Tackling Antisemitism at the Roots Gathers Global Experts
The fight against antisemitism cuts to the heart of UNESCO’s role and mission to build global peace through education and the promotion of respect for others, said Director-General Irina Bokova, opening a high-level round table at UNESCO Headquarters on 6 December 2016.
Organized with the International Holocaust Remembrance Alliance, the round-table analysed the roots of antisemitic hatred, how it can be defined, its evolution and contemporary expression, as well as the best use of education, communication and culture to combat it.
In his keynote address, Mr Robert Badinter, former French Minister of Justice and former President of the Constitutional Council in France, brushed a historical overview of antisemitism, from its religious origins to the national and racial dimensions it took on in the 19th and 20thcenturies, culminating in the Holocaust.
“In and of themselves, culture, the love of art, education do not suffice to counter the fury of racism and antisemitism. We must draw lessons from this,” he stated, warning that “complacency nurtures prejudice that feeds on hatred," culminating in the Holocaust and other pernicious forms today.
Ms Bokova recalled that “hatred of Jews is an ancient hatred that has never stopped evolving over the centuries under many different guises,” ultimately leading to the destruction of nearly all European jews.
She reminded the audience that UNESCO was the sole UN agency to have a programme dedicated to teaching the history of the Holocaust as a means of promoting global tolerance and respect and preventing future genocides.
Noting that antisemitism is resurging in Europe with murderous attacks against Jews, she stressed that antisemitism was best combated with education, with the teaching and understanding of not only the Holocaust but Jewish culture and patrimony as an antidote to prejudice.

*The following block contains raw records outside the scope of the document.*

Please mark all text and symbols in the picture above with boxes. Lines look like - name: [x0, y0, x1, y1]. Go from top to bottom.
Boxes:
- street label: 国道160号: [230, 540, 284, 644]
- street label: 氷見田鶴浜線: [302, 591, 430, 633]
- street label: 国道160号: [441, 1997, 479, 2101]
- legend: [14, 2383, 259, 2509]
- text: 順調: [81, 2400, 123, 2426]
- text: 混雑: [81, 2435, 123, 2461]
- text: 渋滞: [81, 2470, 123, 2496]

“Education has a fundamental role to play here but not just any kind of education. We need an education that really transmits the knowledge of historical facts, heritage and culture, to protect and respect the dignity of all people, their beliefs and traditions, on the basis of respect for human rights,” she said.

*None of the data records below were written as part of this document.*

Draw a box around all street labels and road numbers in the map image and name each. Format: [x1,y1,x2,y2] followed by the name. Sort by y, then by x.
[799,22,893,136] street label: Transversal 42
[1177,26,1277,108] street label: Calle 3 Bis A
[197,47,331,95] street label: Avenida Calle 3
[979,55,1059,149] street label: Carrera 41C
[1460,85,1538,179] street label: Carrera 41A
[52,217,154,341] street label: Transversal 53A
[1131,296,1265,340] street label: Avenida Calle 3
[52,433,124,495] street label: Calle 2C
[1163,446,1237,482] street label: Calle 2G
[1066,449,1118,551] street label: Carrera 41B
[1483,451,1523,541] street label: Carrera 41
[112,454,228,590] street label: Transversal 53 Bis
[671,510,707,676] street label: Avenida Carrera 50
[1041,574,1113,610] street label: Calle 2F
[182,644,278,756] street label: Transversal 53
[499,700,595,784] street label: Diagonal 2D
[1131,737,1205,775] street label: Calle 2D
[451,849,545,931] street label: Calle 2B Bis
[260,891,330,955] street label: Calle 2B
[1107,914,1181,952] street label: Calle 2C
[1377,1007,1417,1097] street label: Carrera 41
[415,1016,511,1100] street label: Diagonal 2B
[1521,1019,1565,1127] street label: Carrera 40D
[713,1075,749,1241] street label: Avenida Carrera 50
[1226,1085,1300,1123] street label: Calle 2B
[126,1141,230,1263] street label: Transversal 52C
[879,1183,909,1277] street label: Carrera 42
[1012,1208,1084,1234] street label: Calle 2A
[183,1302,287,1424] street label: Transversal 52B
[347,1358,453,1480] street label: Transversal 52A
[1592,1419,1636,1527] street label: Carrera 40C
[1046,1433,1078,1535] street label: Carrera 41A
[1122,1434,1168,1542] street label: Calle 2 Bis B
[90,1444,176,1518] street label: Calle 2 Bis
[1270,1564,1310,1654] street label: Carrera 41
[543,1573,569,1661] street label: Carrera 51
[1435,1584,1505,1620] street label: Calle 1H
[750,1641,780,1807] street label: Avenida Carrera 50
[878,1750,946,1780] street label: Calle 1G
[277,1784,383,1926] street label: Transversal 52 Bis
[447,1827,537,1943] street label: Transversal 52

She commended the IHRA for its adoption of a concrete definition of antisemitism, which represents “a considerable step forward to help put precise words on a subject that demands constancy and firmness.”

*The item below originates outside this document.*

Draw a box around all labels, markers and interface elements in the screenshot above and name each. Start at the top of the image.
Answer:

Ambassador Mihnea Constantinescu, Chair of the IHRA, a network of 31 member countries, stated that “we must all identify the roots of hate, discrimination and exclusion that led to the tragedy of the Holocaust and eradicate them for good, both on the European continent and globally. This means access to education, openness to diversity, commitment to teaching young generations to respect human values and the undistorted history. Teaching young generations to denounce and reject every form of extremism, intolerance, racism or antisemitism is a necessary achievement for shaping the future”.
This set the stage for a panel discussion of experts who all concurred on the complexity of contemporary antisemitism and the role of education in countering it.
Ms Katharina von Schnurbein, the European Union’s Coordinator on combating antisemitism, stressed the importance of a holistic approach, solid legislation and understanding the positive contribution of Jews to history.
Ms Cristina Finch, from Organisation for Security and Cooperation in Europe (OSCE), outlined initiatives in place to train police and prosecutors on hate crimes, build coalitions with different communities, and to develop policy guidelines for educators, in cooperation with UNESCO.
Mr Dervis Hizarci of the Kreuzberg Initiative against Antisemitism (Germany) described pedagogical work with Arab, Turkish and Muslim youth in Germany.
Professor Steven Katz, Slater Professor of Jewish and Holocaust Studies at Boston University and Professor Dina Porat, Head of the Kantor Center for the Study of European Jewry at Tel Aviv University both described the complexity of contemporary antisemitism, historical distortions, the importance of recognizing the wealth of Jewish culture and its contribution to world history, and the need to work on a broader understanding of the phenomenon.
The event, supported by the UST Shoah Foundation, included a video presentation of the project “Countering Antisemitism Through Testimony”, by Ms Marianne Lère of the USC Shoah Foundation, UNESCO Chair for Genocide Education.